The merchantplace sales should be pretty much pure profit for Amazon for those sellers which don't pose problems (and even those expenses are minimal --- e-mail from a customer sales representative and maybe some chargebacks --- the onus is on the marketplace seller), so thus far, the only people making money on my book are:

- the printer (I don't mind, they worked hard)
- Amazon (annoying, and I wish there was an on-line service w/ better terms)
- the Abebooks reseller who has thus far convinced 3 people to pay his inflated prices when my copy was available for list price
I've had the very same discussion with my former employer (country CEO of the German organization) 10 years ago:
"I don't have additional overhead in my project, all is covered within my single project".
In this project, my Gross Margin had been 30%. And my assumption had been: No additional costs in my project = 30% net profit.
But that's not how a corporate operates.
There is a back office in place, whether it's needed for a specific project or not. Same for IT infrastructure, R&D, sales, marketing, .....
It's simply a mixed calculation. Total revenue vs. total overhead costs = SAG (Sales, Administration, General).
And like I wrote before: You won't find any big corporate, with a total SAG below 12% to 15%. And that's the rare exceptions, most having >>20%.

And btw: Look at the figures of Amazon. Their profit margin is pretty thin, they barely generate any profit (yet!). Same for Facebook.

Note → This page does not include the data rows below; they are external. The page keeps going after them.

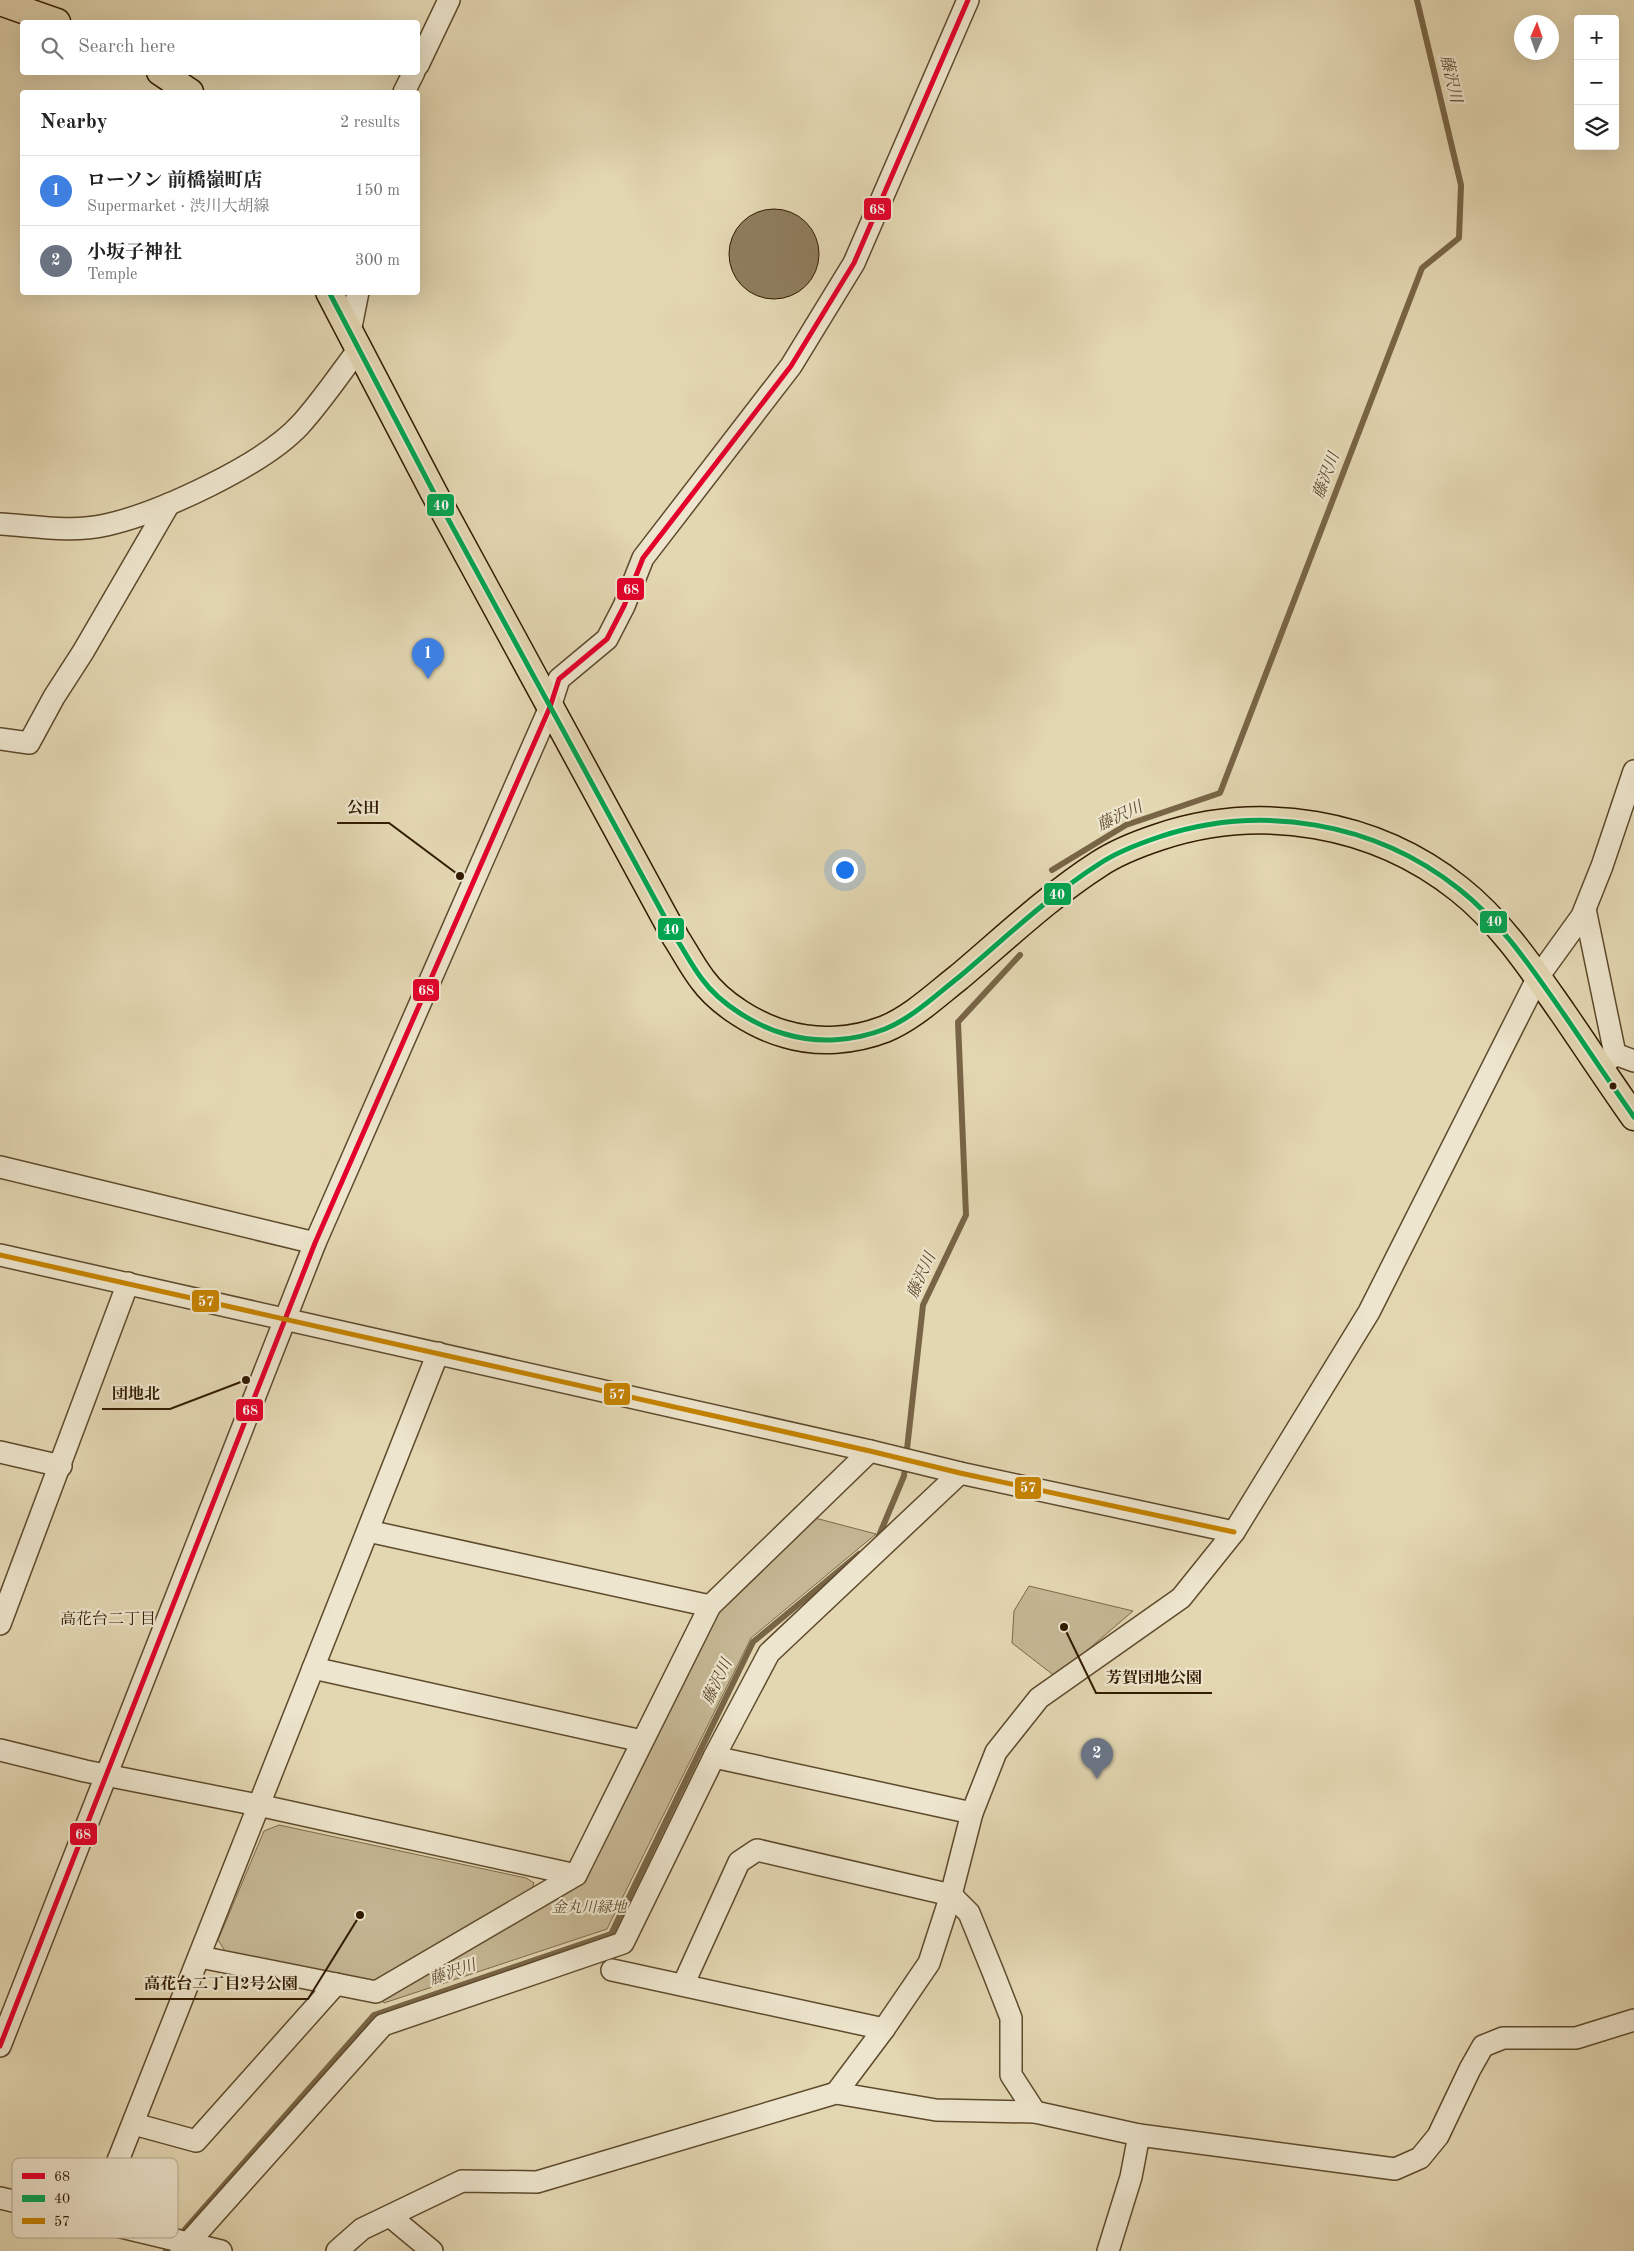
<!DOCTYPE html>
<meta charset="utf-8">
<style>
body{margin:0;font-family:"Old Standard TT","Noto Serif JP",serif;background:#f2f2f2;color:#222}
.controls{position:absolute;right:15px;top:15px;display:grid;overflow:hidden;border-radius:5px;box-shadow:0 5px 20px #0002}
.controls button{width:45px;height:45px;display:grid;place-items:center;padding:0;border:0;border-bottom:1px solid #e0e0e0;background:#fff;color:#222;font:25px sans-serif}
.compass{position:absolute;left:1514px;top:15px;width:45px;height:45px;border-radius:50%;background:#fff;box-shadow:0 5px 20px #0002;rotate:2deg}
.you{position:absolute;left:844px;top:869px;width:18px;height:18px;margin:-12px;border:4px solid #fff;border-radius:50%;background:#1a73e8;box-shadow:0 0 0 8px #1a73e833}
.badge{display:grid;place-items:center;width:32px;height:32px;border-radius:50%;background:#b45309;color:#fff;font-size:16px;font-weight:700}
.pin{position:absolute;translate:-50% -41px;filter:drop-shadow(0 1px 2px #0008)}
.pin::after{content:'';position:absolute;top:26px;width:18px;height:15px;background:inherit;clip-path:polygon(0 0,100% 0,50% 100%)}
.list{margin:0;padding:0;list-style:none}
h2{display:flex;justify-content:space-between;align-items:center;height:65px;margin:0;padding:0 20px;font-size:21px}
h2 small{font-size:16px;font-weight:400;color:#767676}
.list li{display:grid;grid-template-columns:32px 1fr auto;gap:15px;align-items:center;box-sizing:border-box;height:70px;padding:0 20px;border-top:1px solid #e0e0e0}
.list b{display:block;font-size:19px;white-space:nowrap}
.list p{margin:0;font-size:16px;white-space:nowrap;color:#767676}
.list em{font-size:16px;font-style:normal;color:#767676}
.icon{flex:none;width:28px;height:28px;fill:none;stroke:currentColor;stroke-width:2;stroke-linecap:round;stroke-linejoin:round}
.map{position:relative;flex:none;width:1634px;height:2251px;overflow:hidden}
.search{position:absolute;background:#fff;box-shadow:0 5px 20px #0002;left:20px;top:20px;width:400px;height:55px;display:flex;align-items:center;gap:12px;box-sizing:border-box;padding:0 18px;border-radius:5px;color:#767676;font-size:19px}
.panel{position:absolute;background:#fff;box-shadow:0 5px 20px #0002;left:20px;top:90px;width:400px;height:205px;border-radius:5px}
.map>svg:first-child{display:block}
.green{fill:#c5b794;stroke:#7c694a}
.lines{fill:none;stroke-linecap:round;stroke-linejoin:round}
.stream{stroke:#786546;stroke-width:6}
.building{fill:#8e7d5d;stroke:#321b00}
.minor-casing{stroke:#5e4a2c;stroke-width:24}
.major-casing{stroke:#321b00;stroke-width:29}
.minor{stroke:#ede5cd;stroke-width:21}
.major{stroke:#e3d7b2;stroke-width:26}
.bus-1-casing{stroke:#ede5cd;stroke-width:9}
.bus-2-casing{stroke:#ede5cd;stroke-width:9}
.bus-3-casing{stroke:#ede5cd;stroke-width:9}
.bus-1{stroke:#e4002b;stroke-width:5}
.bus-2{stroke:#00a651;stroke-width:5}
.bus-3{stroke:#c68300;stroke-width:5}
.bus-dot{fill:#321b00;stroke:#ede5cd;stroke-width:2}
.labels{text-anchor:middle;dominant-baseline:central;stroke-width:4.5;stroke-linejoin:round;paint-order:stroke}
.park-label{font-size:15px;font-style:italic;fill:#5e4a2c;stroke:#ede5cd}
.water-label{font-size:16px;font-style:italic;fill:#5b4629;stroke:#ede5cd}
.neighbourhood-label{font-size:16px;fill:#321b00;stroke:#ede5cd}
.key{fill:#ede5cd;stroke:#b5a890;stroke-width:1}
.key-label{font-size:14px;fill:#321b00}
.leader{fill:none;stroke:#321b00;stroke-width:2}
.callout-dot{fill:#321b00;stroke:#ede5cd;stroke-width:2}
.callout-label{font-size:16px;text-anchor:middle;font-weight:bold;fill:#321b00;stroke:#ede5cd;stroke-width:4.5;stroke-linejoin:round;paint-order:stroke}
.line-badge{stroke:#ede5cd;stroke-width:2}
.badge-label{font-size:14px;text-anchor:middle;font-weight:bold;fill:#fff}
</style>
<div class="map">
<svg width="1634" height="2251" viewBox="0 0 1634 2251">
<rect width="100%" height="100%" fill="#e3d7b2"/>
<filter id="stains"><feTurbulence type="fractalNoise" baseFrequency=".004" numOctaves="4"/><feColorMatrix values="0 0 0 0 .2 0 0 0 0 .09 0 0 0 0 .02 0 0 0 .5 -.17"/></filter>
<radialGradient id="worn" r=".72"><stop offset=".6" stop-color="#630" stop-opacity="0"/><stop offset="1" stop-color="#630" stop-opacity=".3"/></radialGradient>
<!-- green -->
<g class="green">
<polygon points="815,1518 876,1534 751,1638 607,1929 384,2003 381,1999 584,1881 717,1613"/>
<polygon points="1029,1586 1133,1611 1056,1677 1012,1643 1014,1611"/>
<polygon points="279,1825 526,1878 534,1883 531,1891 375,1985 363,1984 225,1951 218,1940 264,1831"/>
</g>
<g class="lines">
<!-- stream -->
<g class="stream">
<polyline points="1052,870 1126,825 1220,793 1422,268 1459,238 1461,185 1417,0"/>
<polyline points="878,1538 904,1476 923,1305 966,1215 958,1022 1020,955"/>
<polyline points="166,2251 374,2015 611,1934 753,1642 859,1554"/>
</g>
</g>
<!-- building -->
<circle class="building" cx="774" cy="254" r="45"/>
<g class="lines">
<!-- minor casing -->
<g class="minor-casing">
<g id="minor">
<polyline points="418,65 449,0"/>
<polyline points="404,92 414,72"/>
<polyline points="350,332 358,292"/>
<path d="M 0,524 C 34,526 72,533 106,525 C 160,513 263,465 300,425 C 321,402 339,375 358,350"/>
<polyline points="0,739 29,743 54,697 83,652 169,504"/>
<polyline points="1585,909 1615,1054 1600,1068"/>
<polyline points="1615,1054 1634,1061"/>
<polyline points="0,1167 315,1243"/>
<polyline points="0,1255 870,1451 960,1473 1234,1532"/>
<polyline points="0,1452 61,1466"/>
<polyline points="368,1531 710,1606"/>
<polyline points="0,1624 128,1283"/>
<polyline points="313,1668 642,1741"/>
<polyline points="0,1750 85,1771 258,1805 576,1875 710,1606 870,1451"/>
<polyline points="714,1757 972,1813"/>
<polyline points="200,1957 376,1992 576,1875"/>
<polyline points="612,1970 884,2029"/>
<polyline points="683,1985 739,1862 757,1850 951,1895 969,1913 993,1972 1011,2018 1011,2075 1035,2112"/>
<polyline points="0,2046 315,1243 550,707 559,679 607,639 624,606 643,558 791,366 854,263 968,0"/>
<polyline points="836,2093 884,2029 929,1963 951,1895 972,1813 996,1752 1039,1698 1181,1598 1234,1532 1369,1312 1538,977 1582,916 1602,866 1634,771"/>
<polyline points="134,2124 196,2141 336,1984"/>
<polyline points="0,2198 221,2251"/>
<polyline points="391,2217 432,2251"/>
<polyline points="94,2221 438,1353"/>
<polyline points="181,2251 383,2025 623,1943 714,1757 769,1653 960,1473"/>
<polyline points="337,2251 362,2229 462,2181 537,2182 836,2093 936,2110 1035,2112 1139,2135 1395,2169 1420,2158 1438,2136 1470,2069 1483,2046 1503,2038 1576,2038 1634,2020"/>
<polyline points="1108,2251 1131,2177 1139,2135"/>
</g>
</g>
<!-- major casing -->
<g class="major-casing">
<g id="major">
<polyline points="0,2 57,22"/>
<polyline points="160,72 190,92"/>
<path d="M 329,292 L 434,493 L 676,938 C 685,952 692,966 702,979 C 720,1004 756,1026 785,1034 C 818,1044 854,1041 885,1029 C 912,1018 936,995 959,977 C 1004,939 1049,896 1099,864 C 1117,852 1138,844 1159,837 C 1261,803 1375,822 1459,889 C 1502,923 1532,969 1563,1013 C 1587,1048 1610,1083 1634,1117"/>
</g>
</g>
<!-- minor -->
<use href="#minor" class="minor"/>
<!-- major -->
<use href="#major" class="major"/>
<!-- bus-1 casing -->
<g class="bus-1-casing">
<polyline id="bus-1" points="0,2046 315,1243 550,707 559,679 607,639 624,606 643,558 791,366 854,263 968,0"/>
</g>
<!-- bus-2 casing -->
<g class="bus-2-casing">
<path id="bus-2" d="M 329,292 L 434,493 L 676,938 C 685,952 692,966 702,979 C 720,1004 756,1026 785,1034 C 818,1044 854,1041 885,1029 C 912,1018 936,995 959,977 C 1004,939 1049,896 1099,864 C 1117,852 1138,844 1159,837 C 1261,803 1375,822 1459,889 C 1502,923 1532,969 1563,1013 C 1587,1048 1610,1083 1634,1117"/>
</g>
<!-- bus-3 casing -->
<g class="bus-3-casing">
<polyline id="bus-3" points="0,1255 870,1451 960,1473 1234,1532"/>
</g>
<!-- bus-1 -->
<use href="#bus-1" class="bus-1"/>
<!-- bus-2 -->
<use href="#bus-2" class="bus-2"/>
<!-- bus-3 -->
<use href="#bus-3" class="bus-3"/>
</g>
<!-- markers -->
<circle class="bus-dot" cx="1613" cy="1086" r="4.5"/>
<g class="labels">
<!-- park labels -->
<g class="park-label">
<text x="589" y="1908">金丸川緑地</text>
</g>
<!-- water labels -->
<g class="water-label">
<text transform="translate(1450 79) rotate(77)">藤沢川</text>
<text transform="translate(1327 476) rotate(-69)">藤沢川</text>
<text transform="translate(1120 817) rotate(-25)">藤沢川</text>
<text transform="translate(922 1276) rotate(-66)">藤沢川</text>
<text transform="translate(718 1682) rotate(-64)">藤沢川</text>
<text transform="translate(453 1973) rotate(-19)">藤沢川</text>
</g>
<!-- neighbourhood labels -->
<g class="neighbourhood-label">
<text x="108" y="1620">高花台二丁目</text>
</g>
</g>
<!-- legend -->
<rect x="12" y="2158" width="166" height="80" rx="8" class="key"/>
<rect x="22" y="2173" width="23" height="6" fill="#e4002b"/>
<rect x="22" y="2195" width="23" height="7" fill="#00a651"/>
<rect x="22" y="2218" width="23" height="6" fill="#c68300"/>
<g class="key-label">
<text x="54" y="2181">68</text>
<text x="54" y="2203">40</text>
<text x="54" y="2226">57</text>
</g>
<!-- callouts -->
<path class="leader" d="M460 876L389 823H337M246 1380L170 1409H102M1064 1627L1096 1693H1212M360 1915L308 1999H135"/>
<g class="callout-dot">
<circle cx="460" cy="876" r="5"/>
<circle cx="246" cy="1380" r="5"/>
<circle cx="1064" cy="1627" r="5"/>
<circle cx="360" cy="1915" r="5"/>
</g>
<g class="callout-label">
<text x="363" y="813">公田</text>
<text x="136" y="1399">団地北</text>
<text x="1154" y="1683">芳賀団地公園</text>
<text x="221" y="1989">高花台二丁目2号公園</text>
</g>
<g class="line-badge">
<rect x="863" y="197" width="29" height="24" rx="5" fill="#e4002b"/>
<rect x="426" y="493" width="29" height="24" rx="5" fill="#00a651"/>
<rect x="616" y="577" width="29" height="24" rx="5" fill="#e4002b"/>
<rect x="1043" y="882" width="29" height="24" rx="5" fill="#00a651"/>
<rect x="1479" y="910" width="29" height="24" rx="5" fill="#00a651"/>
<rect x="657" y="917" width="28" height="24" rx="5" fill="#00a651"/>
<rect x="412" y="978" width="28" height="24" rx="5" fill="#e4002b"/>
<rect x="191" y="1289" width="29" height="24" rx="5" fill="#c68300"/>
<rect x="603" y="1382" width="28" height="24" rx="5" fill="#c68300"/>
<rect x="235" y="1398" width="29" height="24" rx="5" fill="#e4002b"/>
<rect x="1014" y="1476" width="28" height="24" rx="5" fill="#c68300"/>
<rect x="69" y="1822" width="29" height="24" rx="5" fill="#e4002b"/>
</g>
<g class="badge-label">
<text x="877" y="214">68</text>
<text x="441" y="510">40</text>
<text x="631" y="594">68</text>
<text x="1057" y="899">40</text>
<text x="1494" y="926">40</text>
<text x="671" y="934">40</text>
<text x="426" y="995">68</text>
<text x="206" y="1306">57</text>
<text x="617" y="1399">57</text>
<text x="250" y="1415">68</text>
<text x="1028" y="1492">57</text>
<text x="83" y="1839">68</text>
</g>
<rect width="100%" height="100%" filter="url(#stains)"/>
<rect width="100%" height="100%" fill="url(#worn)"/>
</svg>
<div class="controls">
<button>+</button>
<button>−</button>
<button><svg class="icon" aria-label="layers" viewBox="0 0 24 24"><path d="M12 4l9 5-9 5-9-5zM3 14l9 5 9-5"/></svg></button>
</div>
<svg class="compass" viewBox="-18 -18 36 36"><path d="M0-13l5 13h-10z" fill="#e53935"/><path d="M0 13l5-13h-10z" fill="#767676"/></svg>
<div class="you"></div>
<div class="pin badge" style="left:428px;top:679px;background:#3f7fe0">1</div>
<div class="pin badge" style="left:1097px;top:1779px;background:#6b7280">2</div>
<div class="search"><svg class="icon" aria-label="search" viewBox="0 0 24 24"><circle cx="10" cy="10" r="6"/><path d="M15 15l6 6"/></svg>Search here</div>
<section class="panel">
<h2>Nearby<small>2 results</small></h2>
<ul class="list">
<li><span class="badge" style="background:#3f7fe0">1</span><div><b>ローソン 前橋嶺町店</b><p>Supermarket · 渋川大胡線</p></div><em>150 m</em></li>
<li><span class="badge" style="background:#6b7280">2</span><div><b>小坂子神社</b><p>Temple</p></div><em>300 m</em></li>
</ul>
</section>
</div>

BTW: The printer, on average, generates a Gross Margin of 28% (German printing association 2013). Still, more than 2/3 of those (in Germany) are close to chapter 11. 28% seems pretty steep at first glance, considering they only need some machines and people. But of course their equipment is financed over a period of 8 years. They may not do any invests for a few years, but still have to cover significant interest rates.

Brief anecdote:
One of my former colleagues tried to get approval for a deal:
2% Gross Margin.
His argument:
Average order size = € 1.000.
So the Gross Profit is € 20. This should be more than adequate for 2 mouse clicks and an automated email = 1 minute work for an operative with an hourly rate of € 20.
Of course the deal didn't get approval.
Not even for 10% did they approve.

Last edited by mgmueller; 06-30-2014 at 01:29 PM.